START Data listing

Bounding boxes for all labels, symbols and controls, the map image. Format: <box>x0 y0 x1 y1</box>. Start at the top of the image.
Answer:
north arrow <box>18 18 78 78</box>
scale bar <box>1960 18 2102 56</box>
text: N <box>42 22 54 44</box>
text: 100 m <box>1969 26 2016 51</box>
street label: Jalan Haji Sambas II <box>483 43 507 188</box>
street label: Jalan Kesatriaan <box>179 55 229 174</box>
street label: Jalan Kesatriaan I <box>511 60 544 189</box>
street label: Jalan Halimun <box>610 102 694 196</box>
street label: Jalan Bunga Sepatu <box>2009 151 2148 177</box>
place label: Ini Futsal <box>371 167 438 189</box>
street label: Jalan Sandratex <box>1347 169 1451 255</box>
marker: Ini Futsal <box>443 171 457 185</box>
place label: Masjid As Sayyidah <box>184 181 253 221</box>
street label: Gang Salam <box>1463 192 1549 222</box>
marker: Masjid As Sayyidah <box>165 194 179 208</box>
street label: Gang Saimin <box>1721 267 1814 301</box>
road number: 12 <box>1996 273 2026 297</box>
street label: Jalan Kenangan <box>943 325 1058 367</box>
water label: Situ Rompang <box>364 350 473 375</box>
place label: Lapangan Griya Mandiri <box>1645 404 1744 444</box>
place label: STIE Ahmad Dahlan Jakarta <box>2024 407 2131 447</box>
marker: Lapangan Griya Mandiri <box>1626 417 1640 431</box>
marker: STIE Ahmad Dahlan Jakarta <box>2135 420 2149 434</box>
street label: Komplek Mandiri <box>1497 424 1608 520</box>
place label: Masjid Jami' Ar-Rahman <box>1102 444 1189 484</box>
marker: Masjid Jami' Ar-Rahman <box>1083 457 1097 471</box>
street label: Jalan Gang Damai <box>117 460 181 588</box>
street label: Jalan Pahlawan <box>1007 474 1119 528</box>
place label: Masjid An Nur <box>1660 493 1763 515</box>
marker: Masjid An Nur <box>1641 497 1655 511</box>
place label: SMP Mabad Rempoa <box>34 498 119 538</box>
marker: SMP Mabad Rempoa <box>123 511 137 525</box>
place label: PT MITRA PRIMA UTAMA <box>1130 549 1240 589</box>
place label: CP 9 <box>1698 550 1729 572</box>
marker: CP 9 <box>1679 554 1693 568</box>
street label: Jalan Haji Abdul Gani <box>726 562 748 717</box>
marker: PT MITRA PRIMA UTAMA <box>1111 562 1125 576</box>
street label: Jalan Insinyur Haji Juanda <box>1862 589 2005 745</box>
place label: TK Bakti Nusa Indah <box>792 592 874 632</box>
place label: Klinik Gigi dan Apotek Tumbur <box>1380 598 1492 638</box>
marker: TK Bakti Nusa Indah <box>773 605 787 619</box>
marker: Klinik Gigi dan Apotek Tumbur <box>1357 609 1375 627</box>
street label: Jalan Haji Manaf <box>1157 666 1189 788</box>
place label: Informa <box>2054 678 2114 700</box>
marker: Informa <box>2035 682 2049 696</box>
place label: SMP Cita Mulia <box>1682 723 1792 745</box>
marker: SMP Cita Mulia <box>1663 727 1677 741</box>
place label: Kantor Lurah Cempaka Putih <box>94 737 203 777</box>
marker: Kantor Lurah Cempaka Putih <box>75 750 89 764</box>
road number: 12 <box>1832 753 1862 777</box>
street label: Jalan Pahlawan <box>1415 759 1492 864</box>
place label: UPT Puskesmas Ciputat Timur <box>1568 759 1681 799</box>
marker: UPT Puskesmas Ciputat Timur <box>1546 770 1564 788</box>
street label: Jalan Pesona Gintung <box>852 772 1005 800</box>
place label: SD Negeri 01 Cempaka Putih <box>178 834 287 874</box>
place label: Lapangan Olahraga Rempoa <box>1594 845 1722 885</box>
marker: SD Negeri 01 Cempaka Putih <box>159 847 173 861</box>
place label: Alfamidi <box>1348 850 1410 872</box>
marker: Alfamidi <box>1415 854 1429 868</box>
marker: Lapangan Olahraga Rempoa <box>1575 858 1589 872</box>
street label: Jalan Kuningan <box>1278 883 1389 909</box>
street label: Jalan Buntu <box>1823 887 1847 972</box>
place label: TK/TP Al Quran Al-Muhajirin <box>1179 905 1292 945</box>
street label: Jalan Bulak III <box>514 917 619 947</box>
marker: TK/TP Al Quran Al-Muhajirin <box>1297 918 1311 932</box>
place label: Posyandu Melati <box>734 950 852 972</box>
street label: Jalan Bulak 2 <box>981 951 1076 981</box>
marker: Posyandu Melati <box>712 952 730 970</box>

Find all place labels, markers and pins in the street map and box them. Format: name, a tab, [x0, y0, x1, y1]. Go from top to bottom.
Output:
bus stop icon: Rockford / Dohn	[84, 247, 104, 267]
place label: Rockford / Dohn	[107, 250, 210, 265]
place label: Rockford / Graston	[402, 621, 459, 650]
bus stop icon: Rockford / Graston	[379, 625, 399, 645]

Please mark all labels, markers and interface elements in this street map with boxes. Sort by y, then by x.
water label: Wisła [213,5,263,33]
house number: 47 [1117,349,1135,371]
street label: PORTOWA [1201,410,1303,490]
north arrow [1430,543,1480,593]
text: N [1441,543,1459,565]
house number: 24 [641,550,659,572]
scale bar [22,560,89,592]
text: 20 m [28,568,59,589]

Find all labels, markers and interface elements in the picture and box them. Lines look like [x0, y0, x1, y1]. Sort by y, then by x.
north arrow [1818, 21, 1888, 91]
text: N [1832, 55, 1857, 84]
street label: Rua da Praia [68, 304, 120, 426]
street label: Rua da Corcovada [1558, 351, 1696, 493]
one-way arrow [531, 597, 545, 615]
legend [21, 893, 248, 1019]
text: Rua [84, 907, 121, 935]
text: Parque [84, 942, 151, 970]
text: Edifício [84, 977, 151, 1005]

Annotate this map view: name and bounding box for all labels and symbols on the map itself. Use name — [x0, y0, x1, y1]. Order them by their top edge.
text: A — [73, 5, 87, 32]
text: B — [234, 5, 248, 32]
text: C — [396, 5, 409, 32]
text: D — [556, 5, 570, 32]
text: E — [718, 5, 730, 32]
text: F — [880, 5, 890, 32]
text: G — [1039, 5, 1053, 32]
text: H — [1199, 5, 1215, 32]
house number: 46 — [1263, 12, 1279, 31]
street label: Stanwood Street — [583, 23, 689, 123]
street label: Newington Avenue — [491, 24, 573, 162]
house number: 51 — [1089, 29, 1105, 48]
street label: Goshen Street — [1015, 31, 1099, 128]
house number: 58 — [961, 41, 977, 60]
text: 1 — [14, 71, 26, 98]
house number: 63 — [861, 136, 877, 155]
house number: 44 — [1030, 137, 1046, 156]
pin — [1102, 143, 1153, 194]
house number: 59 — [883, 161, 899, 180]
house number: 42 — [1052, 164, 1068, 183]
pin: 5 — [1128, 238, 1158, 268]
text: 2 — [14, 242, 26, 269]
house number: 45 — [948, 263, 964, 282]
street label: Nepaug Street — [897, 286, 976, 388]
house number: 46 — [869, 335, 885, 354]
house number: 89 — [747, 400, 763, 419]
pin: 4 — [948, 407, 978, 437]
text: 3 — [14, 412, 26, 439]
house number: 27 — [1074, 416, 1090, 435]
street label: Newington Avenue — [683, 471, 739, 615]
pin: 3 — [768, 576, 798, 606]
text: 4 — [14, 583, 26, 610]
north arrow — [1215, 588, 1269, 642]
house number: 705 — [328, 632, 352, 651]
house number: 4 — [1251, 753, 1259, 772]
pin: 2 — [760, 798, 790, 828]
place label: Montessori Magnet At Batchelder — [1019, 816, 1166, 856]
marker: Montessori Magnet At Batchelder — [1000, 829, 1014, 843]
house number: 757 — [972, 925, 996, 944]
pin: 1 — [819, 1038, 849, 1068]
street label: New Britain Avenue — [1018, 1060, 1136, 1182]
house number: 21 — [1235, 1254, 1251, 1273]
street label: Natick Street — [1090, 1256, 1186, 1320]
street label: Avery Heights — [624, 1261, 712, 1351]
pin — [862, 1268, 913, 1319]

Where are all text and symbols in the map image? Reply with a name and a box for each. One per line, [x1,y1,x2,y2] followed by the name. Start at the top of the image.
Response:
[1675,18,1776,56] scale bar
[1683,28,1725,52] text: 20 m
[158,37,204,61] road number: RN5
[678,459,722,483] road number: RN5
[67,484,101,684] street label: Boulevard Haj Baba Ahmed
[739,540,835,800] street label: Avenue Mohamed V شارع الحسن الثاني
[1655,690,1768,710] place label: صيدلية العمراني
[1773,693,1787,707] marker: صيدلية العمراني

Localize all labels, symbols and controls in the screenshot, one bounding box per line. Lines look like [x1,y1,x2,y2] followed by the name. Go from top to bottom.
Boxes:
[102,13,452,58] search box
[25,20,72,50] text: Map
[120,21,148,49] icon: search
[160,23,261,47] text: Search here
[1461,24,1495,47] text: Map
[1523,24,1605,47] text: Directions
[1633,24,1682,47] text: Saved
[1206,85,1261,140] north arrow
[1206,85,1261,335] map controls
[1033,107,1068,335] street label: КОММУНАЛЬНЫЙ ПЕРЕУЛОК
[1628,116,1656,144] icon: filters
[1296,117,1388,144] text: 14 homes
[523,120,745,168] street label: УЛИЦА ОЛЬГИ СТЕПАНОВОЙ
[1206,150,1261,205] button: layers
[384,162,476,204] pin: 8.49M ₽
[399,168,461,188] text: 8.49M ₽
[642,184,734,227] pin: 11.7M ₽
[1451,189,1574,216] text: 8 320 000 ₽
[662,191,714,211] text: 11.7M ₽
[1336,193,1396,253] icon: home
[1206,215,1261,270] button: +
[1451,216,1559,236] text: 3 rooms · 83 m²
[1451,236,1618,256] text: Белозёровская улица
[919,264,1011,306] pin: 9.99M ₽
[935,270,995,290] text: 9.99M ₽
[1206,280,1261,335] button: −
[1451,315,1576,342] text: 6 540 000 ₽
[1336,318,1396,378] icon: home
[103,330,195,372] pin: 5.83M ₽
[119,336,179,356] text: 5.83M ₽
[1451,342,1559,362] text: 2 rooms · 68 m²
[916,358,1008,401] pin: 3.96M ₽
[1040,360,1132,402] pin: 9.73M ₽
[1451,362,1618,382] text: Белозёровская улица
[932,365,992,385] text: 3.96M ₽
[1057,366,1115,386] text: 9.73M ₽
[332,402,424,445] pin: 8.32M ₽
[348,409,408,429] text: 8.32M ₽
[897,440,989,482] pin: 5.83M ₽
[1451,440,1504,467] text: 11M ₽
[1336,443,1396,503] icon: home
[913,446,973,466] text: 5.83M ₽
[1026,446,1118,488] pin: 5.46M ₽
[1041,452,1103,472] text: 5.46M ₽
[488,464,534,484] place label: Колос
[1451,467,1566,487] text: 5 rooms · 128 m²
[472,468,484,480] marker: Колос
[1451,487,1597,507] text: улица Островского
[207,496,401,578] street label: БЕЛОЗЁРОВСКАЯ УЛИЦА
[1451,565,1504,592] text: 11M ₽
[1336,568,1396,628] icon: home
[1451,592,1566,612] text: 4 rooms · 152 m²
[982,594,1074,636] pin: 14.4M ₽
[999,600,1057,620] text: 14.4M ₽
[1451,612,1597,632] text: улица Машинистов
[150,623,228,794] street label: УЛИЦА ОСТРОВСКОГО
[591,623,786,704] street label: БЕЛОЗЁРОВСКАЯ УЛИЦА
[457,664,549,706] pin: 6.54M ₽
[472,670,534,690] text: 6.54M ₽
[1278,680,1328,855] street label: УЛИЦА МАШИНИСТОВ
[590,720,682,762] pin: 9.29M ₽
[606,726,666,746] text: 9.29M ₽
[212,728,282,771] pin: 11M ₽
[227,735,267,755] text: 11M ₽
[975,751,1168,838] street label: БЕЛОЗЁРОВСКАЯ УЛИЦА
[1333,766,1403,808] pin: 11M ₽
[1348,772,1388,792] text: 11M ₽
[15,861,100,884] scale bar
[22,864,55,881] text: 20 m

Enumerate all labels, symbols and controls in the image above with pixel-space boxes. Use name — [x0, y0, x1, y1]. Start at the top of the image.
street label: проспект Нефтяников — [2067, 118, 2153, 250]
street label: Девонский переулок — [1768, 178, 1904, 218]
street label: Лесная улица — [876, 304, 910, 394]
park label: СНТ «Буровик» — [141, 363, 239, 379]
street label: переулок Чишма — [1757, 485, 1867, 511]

END Data listing

**Activity**
Would you count the lines in the entries that hold "Puskesmas" and reply with only the count?

**Expected answer**
2